Wyatt glanced back at her. “Just the same,” he said evenly, “you ought to slip out the back door, if there is one, and go on home.”
She hoisted a shotgun in one hand. Evidently, she kept it stashed behind the counter. “I’m not afraid,” she said, straightening her spine to confirm the assertion. “And besides, those men are harmless. You’ll see.”
He had to admire Sarah’s grit, though he still wished she’d do as he said and go out the back way.
Out front, men began to dismount, leaving their horses untethered, and tromping, spurs jingling, up onto the wooden sidewalk.
Three of them, the same men he’d seen riding in the lead, headed for the bank’s door.
Wyatt stepped back to admit them. The .45 seemed to vibrate against his hip, the way the ground trembled when a herd was passing at a high run, but he didn’t draw. No cause for that—yet.
The first galoot through the door was big as a mountain. Despite the heat, he wore a long coat, and every part of him, from the top of his hat to the worn boots on his feet, was covered in a fine layer of yellowish-red dust. Wyatt noticed immediately that he’d pushed the side of his coat back, so it caught behind his gun and holster.
Wyatt’s nape tingled, but he stood with his arms folded, a slight but deliberately cordial smile curving at one side of his mouth. An experienced desperado himself, he figured the men would have worn bandannas over their faces if they intended mischief. On the other hand, though, word of Rowdy’s absence had probably gotten around that part of the territory. With the cat away, the mice were inclined to play….
The big man’s attention went straight to the star pinned to Wyatt’s vest, and his eyes, small and set deep in their grimy sockets, sparse lashes coated in dirt, widened a little. He
glanced toward Sarah, his countenance seeming to droop a little.
“Thought you was gone to Haven,” the giant told Wyatt, his tone moderately resentful.
Two facts registered in Wyatt’s mind: the big man didn’t know Rowdy by sight, only reputation, and finding a lawman in the Stockman’s Bank put some kind of hitch in his get-along.
“Would you like to make a deposit?” Sarah chimed sunnily.
A muscle contracted, hard, in Wyatt’s jaw. It was no time for feminine chatter. While the situation looked ordinary on the outside, he knew in his gut it wasn’t.
Two more of them crowded in behind the yahoo. Their eyeballs stood out starkly in their dirt-caked faces—they reminded Wyatt of coal miners, just coming up from underground, startled by daylight.
“Where can a man get a drink around here?” the big man boomed, suddenly jovial.
“You don’t want to make a deposit?” Sarah asked, sounding disappointed.
Wyatt didn’t take his eyes off the trail bum. These men weren’t riding for a brand—they were on their own, and traveling in a bunch because, at the core of things, they were cowards. “Oh,” he answered dryly, his arms still folded, “maybe in one of the three or four saloons you passed getting to the bank.”

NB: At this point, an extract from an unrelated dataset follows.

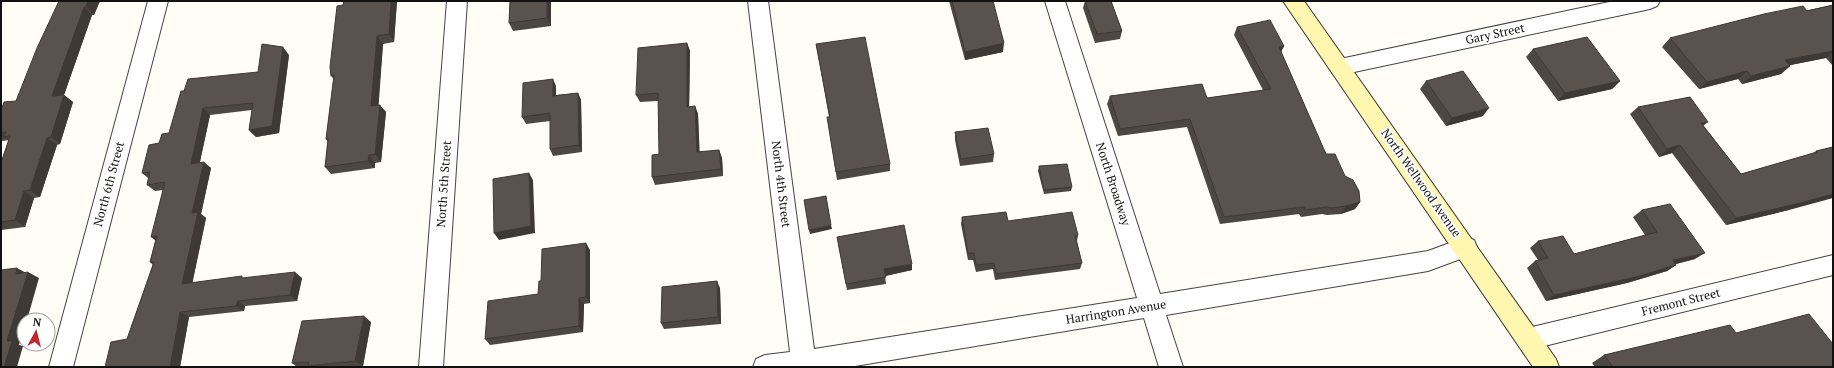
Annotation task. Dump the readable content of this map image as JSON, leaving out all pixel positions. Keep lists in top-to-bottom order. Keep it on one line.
{"streets":{"main road":["North Wellwood Avenue"],"street":["Gary Street","North 6th Street","North 5th Street","North 4th Street","North Broadway","Fremont Street","Harrington Avenue"]},"crossings":[["Gary Street","North Wellwood Avenue"],["North Wellwood Avenue","Fremont Street"],["North Wellwood Avenue","Harrington Avenue"],["North 4th Street","Harrington Avenue"],["North Broadway","Harrington Avenue"]],"north":"top"}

More men crammed themselves into the doorway, clogging it like hair in a drain. The big man put up a hand to stop the flow from the street.

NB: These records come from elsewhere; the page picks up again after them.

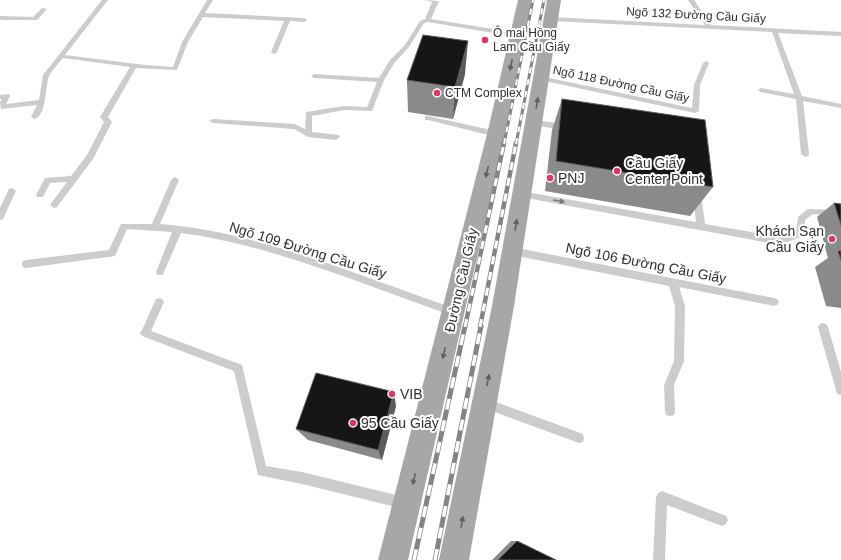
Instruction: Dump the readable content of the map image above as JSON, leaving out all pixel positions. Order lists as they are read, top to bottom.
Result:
{
  "streets": {
    "main road": ["Đường Cầu Giấy"],
    "lane": [
      "Ngõ 132 Đường Cầu Giấy",
      "Ngõ 118 Đường Cầu Giấy",
      "Ngõ 109 Đường Cầu Giấy",
      "Ngõ 106 Đường Cầu Giấy"
    ]
  },
  "crossings": [
    ["Ngõ 109 Đường Cầu Giấy", "Đường Cầu Giấy"]
  ],
  "places": [
    "Ô mai Hồng Lam Cầu Giấy",
    "CTM Complex",
    "Cầu Giấy Center Point",
    "PNJ",
    "Khách Sạn Cầu Giấy",
    "VIB",
    "95 Cầu Giấy"
  ]
}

Wyatt was Yarbro-fast with a gun, but he was only one man, Sarah only one woman, shotgun at the ready or not. With a score of men in the street and stuffed into the doorway, they wouldn’t have a chance. But Wyatt could take out the first half-dozen comers with no problem, and the big fellow seemed to know that, if the others didn’t.
“You have a name?” Wyatt asked easily, never taking his eyes off the stranger. Cowards, he knew, were especially dangerous.
“Not one you need to know,” the other man blustered, offended.
“I can always check the Wanted posters back at the office,” Wyatt said. If I chance to live that long. “If you gentlemen don’t have honest business in this establishment, I’d suggest you go elsewhere. I hear they don’t water down the whiskey—much—over at Jolene Bell’s place.”